A 65-year-old White woman with a history of chronic obstructive pulmonary disease (COPD) and long-time heavy smoker was referred to the thoracic surgery service for dysphagia. The stent had been placed 8 months earlier at another hospital during a prolonged and complicated hospitalization after surgery for colonic diverticulitis. She underwent tracheostomy and gastrostomy during that hospitalization as well. According to the medical records, the esophageal stent was placed for management of a benign peptic stricture. Physical examination revealed a frail middle-aged woman in a wheelchair. She had a patent tracheostomy stoma and a gastrostomy tube in the left upper abdomen. Barium swallow revealed a focal stricture at the proximal extent of a distal esophageal stent. The stent was removed, and the stricture dilated. However, the dysphagia and stricture continued to reoccur, requiring multiple stricture dilations. A year after the initial consultation, the patient underwent Ivor-Lewis esophagectomy for refractory esophageal stricture. Intraoperatively, there were few pleural adhesions with pleural thickening. No discrete palpable lung or esophageal mass was identified. Histopathologic examination of the resected specimen revealed an area of ulceration involving the gastroesophageal junction. The underlying muscularis propria, muscularis mucosae, and submucosa surrounding the ulcerative region contained desmoplastic-type fibrosis and numerous dilated lymphatics, which were expanded by neoplastic glands (Figure 1). The neoplastic cells were positive for cytokeratin 7, thyroid transcription factor 1, and napsin A and negative for estrogen receptor, cytokeratin 20 (weak nonspecific staining), and caudal-type homeobox 2 (Figure 1), characteristic of a bronchoalveolar adenocarcinoma. In addition, 4 of 6 periesophageal and perigastric lymph nodes evaluated were involved by metastatic adenocarcinoma. Extensive gross evaluation of the resected specimen did not demonstrate a discrete mucosal mass, and histologic analysis demonstrated no dysplastic changes within the epithelium. A subsequent chest/abdominal/pelvic computed tomography scan revealed postoperative changes in the right chest, with multiple areas of nodular patchy consolidation in both lungs and subpleural nodules of the left lung (Figure 2). There were also multiple areas of mixed lytic and sclerotic infiltrative bony changes involving the pelvis, spine, and ribs, consistent with metastasis.

Figure 1.:
Microscopic evaluation of the metastatic bronchoalveolar adenocarcinoma. (A) The area of ulceration is present at the lower right-hand corner with underlying expansion of the muscularis mucosa and submucosa by dilated lymphatics and a centrally located infiltrate of neoplastic glands (hematoxylin and eosin stain; ×20). (B) Dilated lymphatics with readily identifiable neoplastic glands. The ulceration is present with no evidence of a lamina propria-derived mass (hematoxylin and eosin stain; ×40). (C) Extensive lymphatic tumor involvement (cytokeratin 7 stain; ×40).
Figure 2.:
A subsequent chest/abdominal/pelvic computed tomography scan revealed postoperative changes in the right chest, with multiple areas of nodular patchy consolidation in both lungs and subpleural nodules of the left lung.

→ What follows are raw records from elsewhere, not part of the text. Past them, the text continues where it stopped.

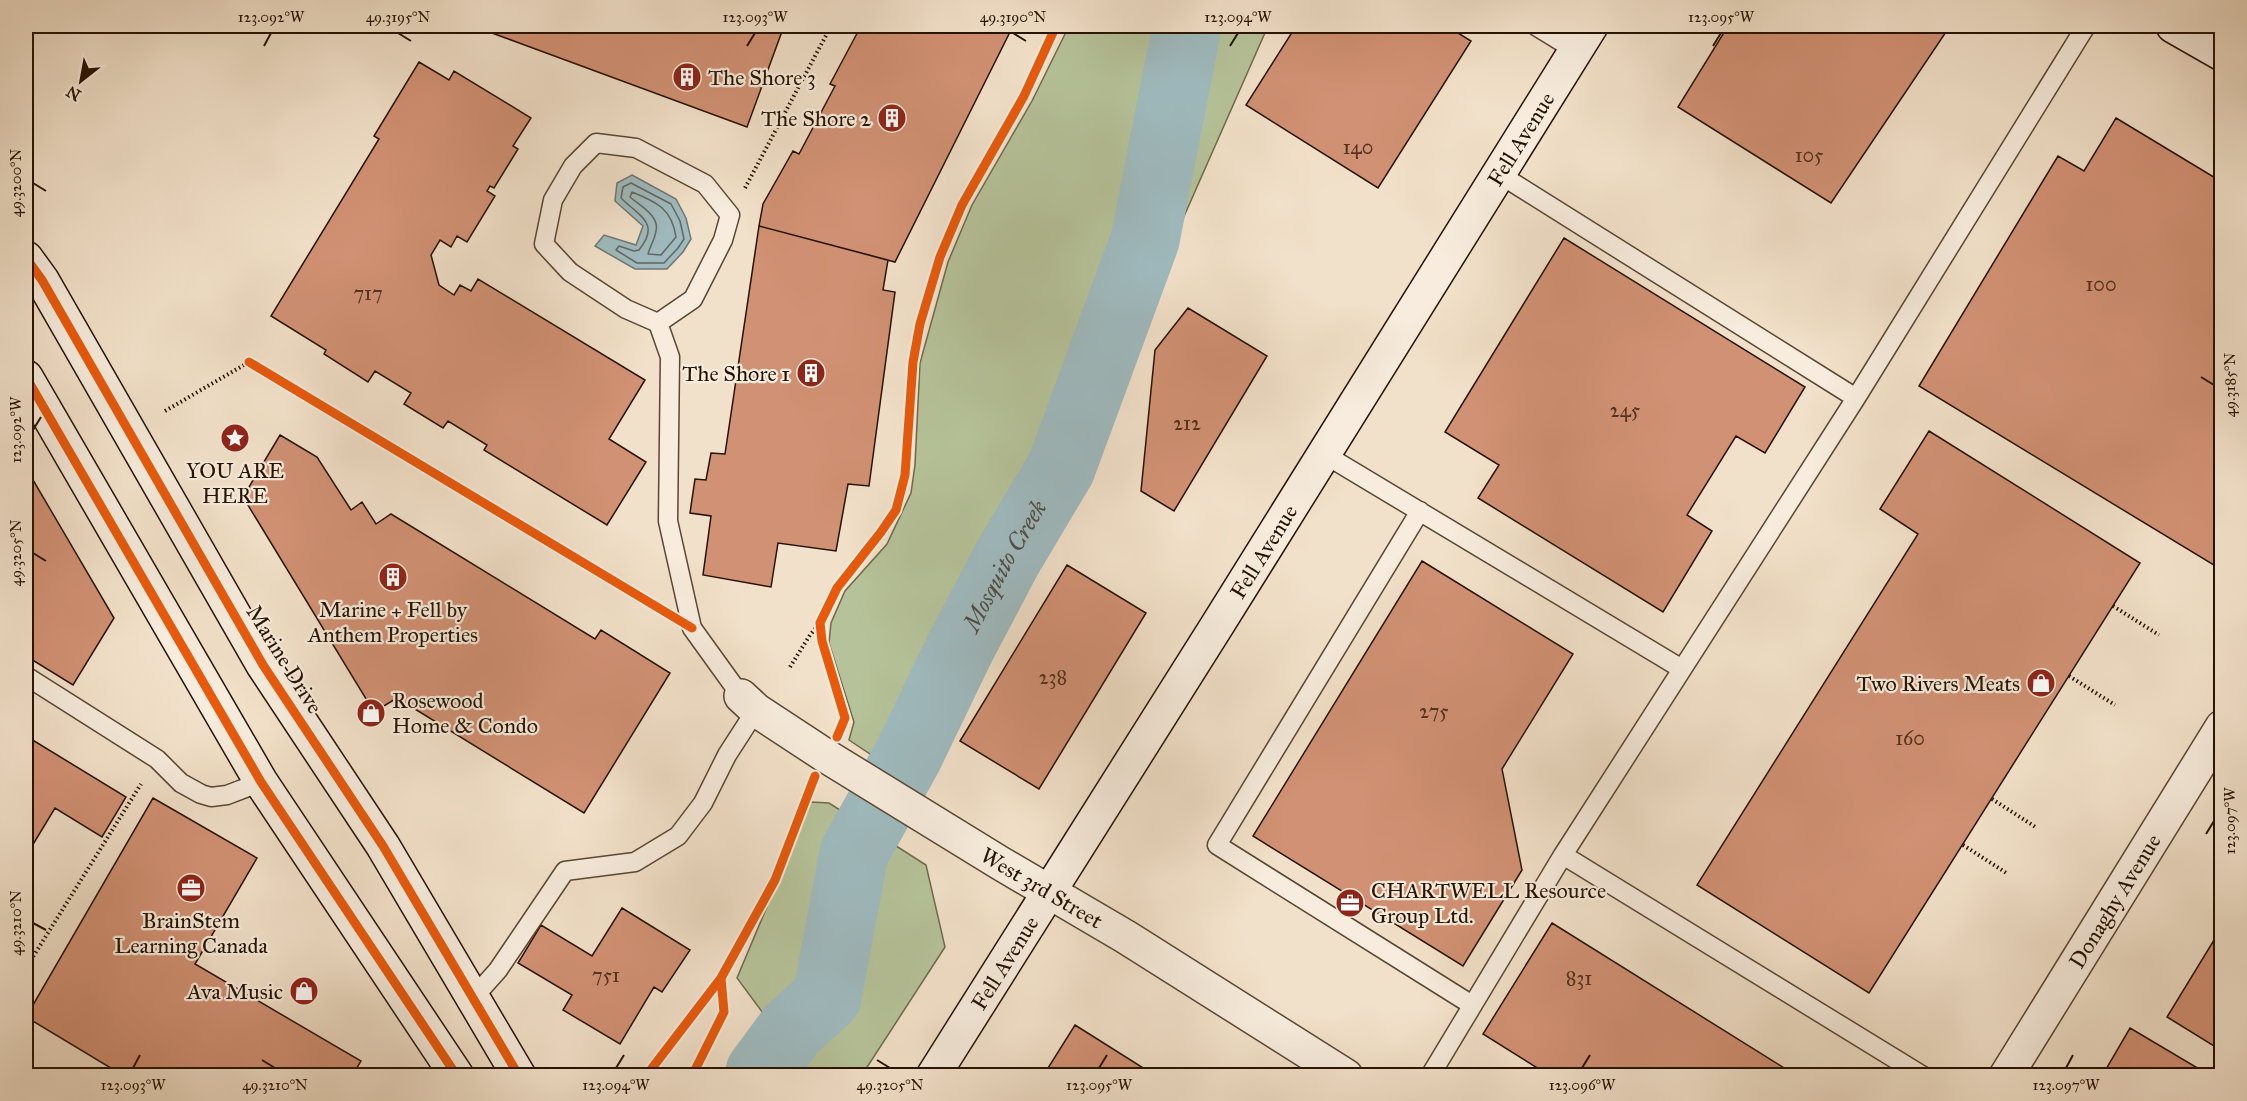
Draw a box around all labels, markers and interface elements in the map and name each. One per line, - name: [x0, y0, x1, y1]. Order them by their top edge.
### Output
- text: 123.092°W: [238, 8, 305, 26]
- text: 49.3195°N: [366, 8, 431, 26]
- text: 123.093°W: [723, 8, 788, 26]
- text: 49.3190°N: [980, 8, 1046, 26]
- text: 123.094°W: [1204, 8, 1272, 26]
- text: 123.095°W: [1688, 8, 1755, 26]
- north arrow: [51, 51, 111, 111]
- building icon: The Shore 3: [671, 61, 703, 93]
- place label: The Shore 3: [708, 64, 816, 91]
- text: N: [62, 82, 84, 105]
- street label: Fell Avenue: [1482, 87, 1560, 191]
- building icon: The Shore 2: [876, 102, 908, 134]
- place label: The Shore 2: [761, 105, 871, 132]
- house number: 140: [1343, 135, 1373, 159]
- house number: 105: [1795, 143, 1823, 167]
- text: 49.3200°N: [7, 148, 25, 217]
- house number: 100: [2085, 272, 2117, 296]
- house number: 717: [353, 281, 383, 305]
- text: 49.3185°N: [2221, 352, 2239, 417]
- building icon: The Shore 1: [795, 357, 827, 389]
- place label: The Shore 1: [682, 360, 790, 387]
- text: 123.092°W: [7, 396, 25, 463]
- house number: 245: [1610, 398, 1640, 422]
- house number: 212: [1173, 411, 1201, 435]
- place icon: YOU ARE HERE: [219, 422, 251, 454]
- place label: YOU ARE HERE: [186, 457, 284, 509]
- water label: Mosquito Creek: [955, 494, 1054, 638]
- street label: Fell Avenue: [1224, 500, 1303, 604]
- text: 49.3205°N: [7, 519, 25, 586]
- building icon: Marine + Fell by Anthem Properties: [377, 561, 409, 593]
- place label: Marine + Fell by Anthem Properties: [307, 596, 478, 648]
- street label: Marine Drive: [241, 600, 329, 719]
- house number: 238: [1039, 665, 1067, 689]
- shop icon: Two Rivers Meats: [2025, 667, 2057, 699]
- place label: Two Rivers Meats: [1857, 670, 2020, 697]
- place label: Rosewood Home & Condo: [392, 687, 538, 739]
- shop icon: Rosewood Home & Condo: [355, 697, 387, 729]
- house number: 275: [1419, 699, 1449, 723]
- house number: 160: [1895, 726, 1925, 750]
- text: 123.097°W: [2221, 787, 2239, 854]
- street label: Donaghy Avenue: [2063, 829, 2167, 973]
- street label: West 3rd Street: [976, 841, 1108, 934]
- office icon: BrainStem Learning Canada: [175, 872, 207, 904]
- place label: CHARTWELL Resource Group Ltd.: [1371, 877, 1606, 929]
- office icon: CHARTWELL Resource Group Ltd.: [1334, 887, 1366, 919]
- text: 49.3210°N: [7, 890, 25, 956]
- place label: BrainStem Learning Canada: [114, 907, 269, 959]
- street label: Fell Avenue: [965, 911, 1045, 1015]
- house number: 751: [592, 963, 620, 987]
- house number: 831: [1566, 966, 1592, 990]
- shop icon: Ava Music: [288, 975, 320, 1007]
- place label: Ava Music: [186, 978, 283, 1005]
- text: 123.093°W: [101, 1076, 166, 1094]
- text: 49.3210°N: [242, 1076, 308, 1094]
- text: 123.094°W: [582, 1076, 650, 1094]
- text: 49.3205°N: [857, 1076, 924, 1094]
- text: 123.095°W: [1066, 1076, 1133, 1094]
- text: 123.096°W: [1549, 1076, 1616, 1094]
- text: 123.097°W: [2033, 1076, 2100, 1094]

On postoperative day 3, the patient had an aspiration episode with resultant sepsis, necessitating intubation and subsequently tracheostomy. She was unable to wean from the ventilator and eventually died after the family decided to withdraw support.


Esophageal stricture secondary to metastasis from a distant site is a rare occurrence. Metastasis to the esophagus is a distinct entity and differs from the more common invasion because of contiguous spread. The first case of esophageal metastasis was reported in 1942, from the prostate.2 Since then, metastasis from other organs, including the lung, have been reported.3,4 Diagnosis is often difficult owing to the submucosal location of the metastasis, and thus, commonly used superficial mucosal biopsies are generally nondiagnostic.5 Endoscopic ultrasound with fine-needle aspiration and endoscopic mucosal resection have been applied successfully in some cases.6,7 In this case, the patient had a chronic esophageal stricture from an undiagnosed bronchoalveolar carcinoma. She was high risk for primary lung cancer based on her smoking history and underlying COPD. Before surgery, there were no clinical signs or symptoms suggestive of underlying malignancy. Preoperative evaluation consisted of routine laboratory tests and chest x-ray, which were unremarkable, except for mild changes consistent with COPD. Once the pathologic diagnosis became known, a computed tomography scan showed multiple lung nodules and bony metastasis.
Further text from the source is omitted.